Ce sujet est devenu bien plus qu'un engagement national pour la France et s'est converti en une arme diplomatique de taille. Notre pays apparaît désormais sur la scène internationale – vous l'avez confirmé, même si on peut encore en douter – comme le fer de lance de la lutte contre les dérèglements climatiques.

L'Union européenne se mobilise également en faveur du climat. Des réglementations importantes et contraignantes ont été votées, afin d'engager les pays membres dans la réduction de leurs émissions de gaz à effet de serre.

Par ailleurs, 180 milliards d'euros, soit 20 % du budget de l'Union européenne pour la période 2014-2020, devraient être consacrés à la prise en compte de ces questions et à la protection du climat.

Le combat est pourtant loin d'être gagné et la fragilité des accords de Paris montre que nombreux sont les gouvernements qui doutent encore de l'urgence climatique. Je pense bien sûr aux États-Unis ou au Brésil.

Cette mobilisation internationale n'a cependant pas été vaine, et nous pouvons nous satisfaire d'avoir collectivement gagné une bataille, celle de la mobilisation des consciences. Je regrette cependant que la question de la démographie ne soit pas corrélée systématiquement à celle de l'utilisation des ressources.

Sans engagement citoyen, il ne peut y avoir de changement politique ou de comportement. Il est donc nécessaire d'associer les citoyens et de rendre les décisions acceptables, ou à tout le moins compréhensibles.

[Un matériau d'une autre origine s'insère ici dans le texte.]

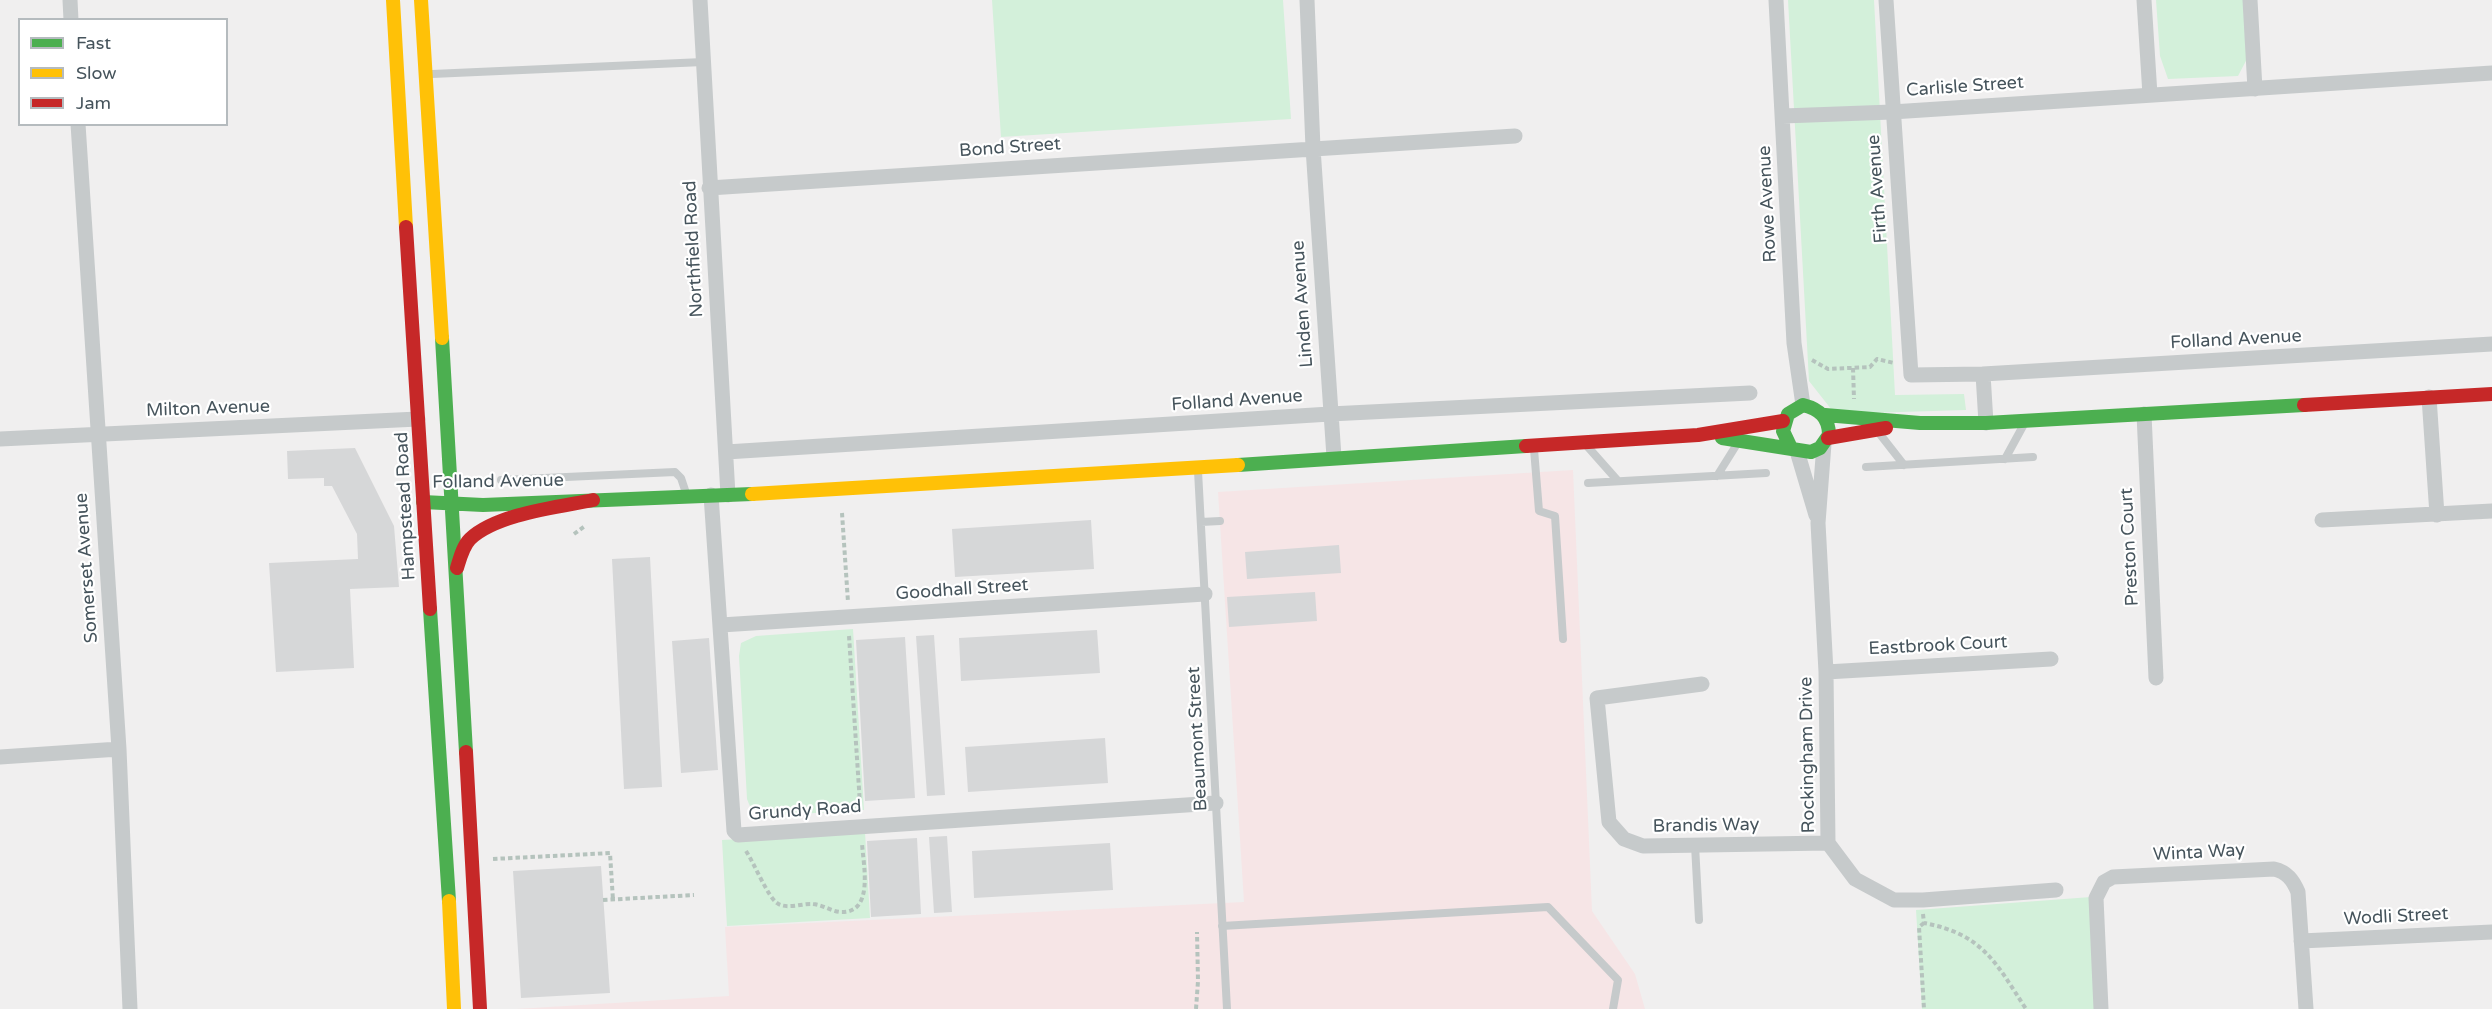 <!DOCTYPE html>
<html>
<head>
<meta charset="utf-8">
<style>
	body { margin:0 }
	#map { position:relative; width:2492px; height:1009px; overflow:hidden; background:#f0efef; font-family:"Varela Round",sans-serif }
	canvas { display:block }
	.legend { position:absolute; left:18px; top:18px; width:210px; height:108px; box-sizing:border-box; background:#fff; border:2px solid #b5bbbe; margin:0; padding:8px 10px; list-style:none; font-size:18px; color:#46545c }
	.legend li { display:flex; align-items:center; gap:12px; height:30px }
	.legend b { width:30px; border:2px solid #b5bbbe }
</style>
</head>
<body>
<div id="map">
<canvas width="2492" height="1009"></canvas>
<ul class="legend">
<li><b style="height:8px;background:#4caf50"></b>Fast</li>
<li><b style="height:8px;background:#ffc107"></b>Slow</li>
<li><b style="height:8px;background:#c62828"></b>Jam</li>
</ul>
</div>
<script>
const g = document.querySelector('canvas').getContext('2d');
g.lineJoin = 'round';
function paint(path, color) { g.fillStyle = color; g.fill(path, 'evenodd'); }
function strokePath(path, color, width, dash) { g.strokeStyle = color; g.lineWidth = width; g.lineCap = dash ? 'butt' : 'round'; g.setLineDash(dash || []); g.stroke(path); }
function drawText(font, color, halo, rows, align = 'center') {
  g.font = font + ' "Varela Round",sans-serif'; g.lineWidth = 4.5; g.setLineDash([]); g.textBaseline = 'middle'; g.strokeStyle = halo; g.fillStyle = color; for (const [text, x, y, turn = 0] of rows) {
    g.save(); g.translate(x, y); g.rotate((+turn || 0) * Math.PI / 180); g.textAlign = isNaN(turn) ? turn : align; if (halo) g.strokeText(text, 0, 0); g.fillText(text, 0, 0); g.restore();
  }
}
paint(new Path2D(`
	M 1573,470 L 1592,911 L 1635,974 L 1645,1009 L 516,1009 L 729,996 L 725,927 L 1244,902 L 1218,492 Z`), '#f6e5e6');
paint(new Path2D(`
	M 992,0 L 1283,0 L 1291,119 L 1001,137 Z
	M 1788,0 L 1874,0 L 1895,395 L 1964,394 L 1966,410 L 1835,414 L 1809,381 Z
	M 2156,0 L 2244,0 L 2248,57 L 2238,76 L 2168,79 L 2160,56 Z
	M 853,629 L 864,810 L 766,816 C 754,814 751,810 747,799 L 739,656 L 741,643 L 756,636 Z
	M 865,832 L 870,918 L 727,926 L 722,840 Z
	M 2091,897 L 2099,1009 L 1922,1009 L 1916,910 Z`), '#d3f0da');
paint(new Path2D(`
	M 355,448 L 394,526 L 399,587 L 350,589 L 354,668 L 276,672 L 269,563 L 358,559 L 357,534 L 332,486 L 324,486 L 324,478 L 288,479 L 287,451 Z
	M 1091,520 L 1094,569 L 955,577 L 952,529 Z
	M 1339,545 L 1341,573 L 1247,579 L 1245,552 Z
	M 650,557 L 662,787 L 624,789 L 612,559 Z
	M 1315,592 L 1317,621 L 1229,627 L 1227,597 Z
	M 1097,630 L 1100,673 L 961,681 L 959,638 Z
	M 934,635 L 945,795 L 927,796 L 916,636 Z
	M 905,637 L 915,798 L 865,801 L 856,640 Z
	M 709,638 L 718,770 L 681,773 L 672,641 Z
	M 1105,738 L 1108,783 L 968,792 L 965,747 Z
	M 947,836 L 952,912 L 934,913 L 929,837 Z
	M 917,838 L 921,914 L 871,917 L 867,841 Z
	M 1110,843 L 1113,890 L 974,898 L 972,851 Z
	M 601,866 L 610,993 L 521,998 L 513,871 Z`), '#d6d7d8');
strokePath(new Path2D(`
	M 1812,360 L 1828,369 L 1870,367 L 1877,359 L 1894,363
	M 1853,368 L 1854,399
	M 842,513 L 848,602
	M 574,534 L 585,526
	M 849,636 L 860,804
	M 746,851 C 754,863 768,897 777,903 C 786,910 803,903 813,904 C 823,905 831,911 840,912 C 875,914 863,864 862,843
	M 493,859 L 610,853 L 613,900
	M 603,900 L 694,895
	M 1923,914 L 1924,923 C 1983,934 1996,963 2026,1009
	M 1924,923 L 1919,927 L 1924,1009
	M 1196,1009 L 1198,981 L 1197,932`), '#b5c3bd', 4, [4.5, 3]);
strokePath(new Path2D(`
	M 432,74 L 703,62
	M 1879,433 L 1904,465
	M 1587,446 L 1618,481
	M 1534,449 L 1539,511 L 1555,516 L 1563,639
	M 2005,459 L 2023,426
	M 1866,467 L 2033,457
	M 1198,471 L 1227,1009
	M 1717,476 L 1737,444
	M 501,480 L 675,472 L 681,478 L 686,493
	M 1588,483 L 1766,473
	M 1201,522 L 1220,521
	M 1695,845 L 1699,920
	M 1222,926 L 1548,907 L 1618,980 L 1613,1009`), '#c6cacb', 8);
strokePath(new Path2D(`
	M 70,0 L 71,20
	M 700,0 L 728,495
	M 1307,0 L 1313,148 L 1334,457
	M 1776,0 L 1794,343 L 1803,405
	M 1886,0 L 1911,375 L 1983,374 L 2492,344
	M 2144,0 L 2150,95
	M 2250,0 L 2255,89
	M 1783,116 L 1892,112 L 2492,73
	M 78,124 L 119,749 L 130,1009
	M 709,188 L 1515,136
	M 1983,374 L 1986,423
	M 2429,397 L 2437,515
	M 2144,414 L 2156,678
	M 0,439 L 418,419
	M 1824,444 L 1818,523 L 1826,672 L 1828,843 L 1855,879 L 1894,900 L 1923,900 L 2056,890
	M 1797,451 L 1816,515
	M 726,452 L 1330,414 L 1750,393
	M 711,495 L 734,831 L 738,835 L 1216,803
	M 2322,520 L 2492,511
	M 721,625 L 1205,594
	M 1826,672 L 2051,659
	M 1702,684 L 1597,698 L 1609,822 L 1624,839 L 1643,846 L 1828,843
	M 0,757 L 119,749
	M 2301,941 L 2492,932
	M 2101,1009 L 2096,898 L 2104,882 L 2113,877 L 2274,869 C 2287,872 2293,880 2298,892 L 2306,1009`), '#c6cacb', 15);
strokePath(new Path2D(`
	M 442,338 L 466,752
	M 1825,415 L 1920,423 L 1986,423 L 2304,405
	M 1722,438 L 1811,452 L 1820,448 L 1829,435 C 1829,417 1819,409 1803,405 L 1788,414 L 1783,431 L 1791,448
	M 1238,465 L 1526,446
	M 423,502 L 483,505 L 752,494
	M 430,609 L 449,901`), '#4caf50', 14);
strokePath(new Path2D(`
	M 393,0 L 406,227
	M 421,0 L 442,338
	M 752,494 L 1238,465
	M 449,901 L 454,1009`), '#ffc107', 14);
strokePath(new Path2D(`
	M 406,227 L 430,609
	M 2304,405 L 2492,394
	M 1828,438 L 1886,428
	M 1526,446 L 1698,435 L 1783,421
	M 457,568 C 460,558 463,546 470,539 C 496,514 558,507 593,500
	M 466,752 L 480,1009`), '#c62828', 14);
drawText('18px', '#46545c', '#fff', [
	["Carlisle Street",1965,87,-4],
	["Bond Street",1010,148,-4],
	["Firth Avenue",1878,189,-94],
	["Rowe Avenue",1768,204,-93],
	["Northfield Road",694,249,-93],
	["Linden Avenue",1303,304,-94],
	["Folland Avenue",2236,340,-3],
	["Folland Avenue",1237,401,-4],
	["Milton Avenue",208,409,-2],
	["Folland Avenue",498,482,-1],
	["Hampstead Road",406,506,-93],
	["Preston Court",2130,547,-93],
	["Somerset Avenue",87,568,-94],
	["Goodhall Street",962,590,-4],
	["Eastbrook Court",1938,646,-3],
	["Beaumont Street",1198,739,-93],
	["Rockingham Drive",1808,755,-91],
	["Grundy Road",805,811,-4],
	["Brandis Way",1706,826,-1],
	["Winta Way",2199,853,-3],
	["Wodli Street",2396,917,-3]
]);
</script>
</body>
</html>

N'oublions pas que le succès de cette politique repose sur un équilibre subtil entre les trois piliers du développement durable – l'environnement, bien sûr, le social et l'économique, qu'il ne faut pas oublier – et sur le fait de placer en permanence l'Homme au coeur de notre réflexion et de nos actions. C'est cette voie, me semble-t-il, que doit emprunter la France dans la perspective de la COP24. (Applaudissements sur les travées du groupe Les Républicains.)

Mme la présidente. Nous en avons terminé avec le débat sur la diplomatie climatique de la France à l'aune de la COP24.